Crystallization Tendency of Pharmaceutical Glasses: Relevance to Compound Properties, Impact of Formulation Process, and Implications for Design of Amorphous Solid Dispersions

Abstract

Amorphous solid dispersions (ASDs) are important formulation strategies for improving the dissolution process and oral bioavailability of poorly soluble drugs. Physical stability of a candidate drug must be clearly understood to design ASDs with superior properties. The crystallization tendency of small organics is frequently estimated by applying rapid cooling or a cooling/reheating cycle to their melt using differential scanning calorimetry. The crystallization tendency determined in this way does not directly correlate with the physical stability during isothermal storage, which is of great interest to pharmaceutical researchers. Nevertheless, it provides important insights into strategy for the formulation design and the crystallization mechanism of the drug molecules. The initiation time for isothermal crystallization can be explained using the ratio of the glass transition and storage temperatures (T_g/T). Although some formulation processes such as milling and compaction can enhance nucleation, the T_g/T ratio still works for roughly predicting the crystallization behavior. Thus, design of accelerated physical stability test may be possible for ASDs. The crystallization tendency during the formulation process and the supersaturation ability of ASDs may also be related to the crystallization tendency determined by thermal analysis. In this review, the assessment of the crystallization tendency of pharmaceutical glasses and its relevance to developmental studies of ASDs are discussed.

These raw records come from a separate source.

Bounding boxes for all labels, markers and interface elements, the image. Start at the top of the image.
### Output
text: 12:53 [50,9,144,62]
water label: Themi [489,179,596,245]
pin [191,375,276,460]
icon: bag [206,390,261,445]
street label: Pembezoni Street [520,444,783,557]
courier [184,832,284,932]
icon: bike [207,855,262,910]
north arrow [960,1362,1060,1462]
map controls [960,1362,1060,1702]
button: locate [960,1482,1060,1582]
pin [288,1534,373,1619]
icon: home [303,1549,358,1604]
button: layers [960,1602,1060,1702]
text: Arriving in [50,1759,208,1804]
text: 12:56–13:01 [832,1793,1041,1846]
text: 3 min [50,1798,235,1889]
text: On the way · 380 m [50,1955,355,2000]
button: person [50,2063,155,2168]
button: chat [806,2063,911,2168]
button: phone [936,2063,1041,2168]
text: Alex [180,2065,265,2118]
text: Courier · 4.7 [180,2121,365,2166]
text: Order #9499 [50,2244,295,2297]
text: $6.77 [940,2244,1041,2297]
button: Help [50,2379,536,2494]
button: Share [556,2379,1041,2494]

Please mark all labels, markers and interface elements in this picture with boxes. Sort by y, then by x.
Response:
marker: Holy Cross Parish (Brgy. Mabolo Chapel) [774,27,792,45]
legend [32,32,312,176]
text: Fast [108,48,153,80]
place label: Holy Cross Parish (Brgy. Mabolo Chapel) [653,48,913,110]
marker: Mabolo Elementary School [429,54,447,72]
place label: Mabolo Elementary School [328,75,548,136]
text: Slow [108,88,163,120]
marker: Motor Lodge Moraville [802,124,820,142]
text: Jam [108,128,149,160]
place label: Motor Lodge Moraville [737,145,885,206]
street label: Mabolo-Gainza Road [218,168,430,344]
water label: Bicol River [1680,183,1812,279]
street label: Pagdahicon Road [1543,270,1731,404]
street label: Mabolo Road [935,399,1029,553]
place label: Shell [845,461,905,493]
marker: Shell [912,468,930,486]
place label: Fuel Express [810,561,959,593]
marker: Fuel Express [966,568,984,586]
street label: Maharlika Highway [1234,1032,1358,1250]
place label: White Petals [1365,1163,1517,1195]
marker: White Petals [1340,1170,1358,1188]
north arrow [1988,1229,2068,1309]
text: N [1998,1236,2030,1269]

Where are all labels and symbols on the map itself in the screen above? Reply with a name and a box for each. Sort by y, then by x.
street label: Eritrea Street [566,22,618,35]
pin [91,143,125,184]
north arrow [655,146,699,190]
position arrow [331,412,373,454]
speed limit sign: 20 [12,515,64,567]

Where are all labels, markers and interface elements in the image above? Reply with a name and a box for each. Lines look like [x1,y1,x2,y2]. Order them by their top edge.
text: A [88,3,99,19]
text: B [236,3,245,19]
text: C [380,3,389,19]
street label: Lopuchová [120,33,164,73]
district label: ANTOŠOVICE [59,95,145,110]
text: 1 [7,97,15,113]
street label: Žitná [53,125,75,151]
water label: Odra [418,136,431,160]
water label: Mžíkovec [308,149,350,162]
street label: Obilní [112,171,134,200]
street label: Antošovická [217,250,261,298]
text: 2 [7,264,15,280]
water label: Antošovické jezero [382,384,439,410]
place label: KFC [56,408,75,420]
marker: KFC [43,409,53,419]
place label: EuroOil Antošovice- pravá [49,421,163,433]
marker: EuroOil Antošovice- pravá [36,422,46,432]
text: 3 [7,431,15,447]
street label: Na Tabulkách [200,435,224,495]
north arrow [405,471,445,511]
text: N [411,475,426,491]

Keywords: accelerated stability test; crystallization; crystallization tendency; milling; nucleation; pharmaceutical glass.

Figure 1

Schematic representation of hot (non-isothermal) and isothermal crystallization.

Figure 2

Examples of cooling/reheating differential scanning calorimetry (DSC) curves from the melt: (a) cooling curves of haloperidol (Class 1) at various cooling rates, as indicated in the figure; (b) cooling/reheating curves of acetaminophen (Class 2); and (c) cooling/reheating curves of fenofibrate (Class 3).

Figure 3

Visualization of: (a) molecular weight; and (b) melting enthalpy of compounds belonging to each class.

Figure 4

Schematic representation of the temperature dependence of the nucleation and crystal growth temperatures for Classes 1 and 2 compounds.

Figure 5

Reheating DSC curves of celecoxib melt, illustrating the dependence of the cold crystallization on the target temperature of the cooling process (shown in the figure).

Figure 6

Initiation time of crystallization (t₁₀, min) as a function of T_g/T. The q and FD labels in the parentheses indicate that the glass was prepared by quenching and freeze-drying, respectively. The numbers in parentheses denote the crystallization tendency classification. The universal line is the best fit for Classes 1 and 2 compounds (ln(t₁₀) = 66.2T_g/T − 57.0).

Figure 7

Isothermal crystallization of indomethacin glasses at 30 °C under dried condition. (■) Quenched and ground for 6 min. Crystallized to form γ [51]. (◇) Quenched and ground. Crystallized to form α except that symbols with asterisk involves small amount of form γ [54]. (●) Quenched and cryoground. Crystallized to mixture of form α and γ (our data). (▲) Quenched. Crystallized to form γ [55]. (○) Quenched and stored in DSC pan (our data). Crystallized to form α which contains small amount of form γ.

Figure 8

Onset crystallization time (t_o, min) of nifedipine glass as a function of T_g/T. (■) After the pretreatment (see text), quenched in hermetically sealed pan (our data) [44]. (○) Quenched in sealed DSC pan without pretreatment (our data). (●) Quenched in DSC pan [57]. (▲) Quenched on glass slides and crystallization was observed by polarized light microscopy [56]. Cracked glasses were excluded from the analysis. (◆) Quenched in DSC pan [58]. All the literature data were recalculated using the T_g value of 45.5 °C. Definition of onset crystallization time, which is analogous to t₁₀, is slightly different depending on literature, but its impact is ignorable in the analysis here.

Figure 9

Effect of compression pressure on crystallization heat flow curves of sucrose glasses investigated by isothermal microcalorimetry (30 °C). Freeze-dried sucrose was compressed at pressure of ca. 2.5 MPa (black), 0.5 MPa (red), or 0.1 MPa (blue) for 10 s and subjected to the measurement.

Figure 10

Onset crystallization time (t_o, min) of various ASDs as a function of T_g/T. (◆,◆,◇) Nifedipine/PVP ASDs prepared by melt–quench [68,69] followed by milling [58], respectively. (●, ●) Phenobarbital/PVP ASDs prepared by melt–quench [68,69]. (▲,△) Sanofi–Aventis compound/HPMCP ASDs prepared by spray-drying stored under dried and humid conditions, respectively [70]. Definition of onset crystallization time, which is analogous to t₁₀, is slightly different depending on the study, but its impact is ignorable in the analysis here. HPMCP, Hydroxypropyl methylcellulose phthalate.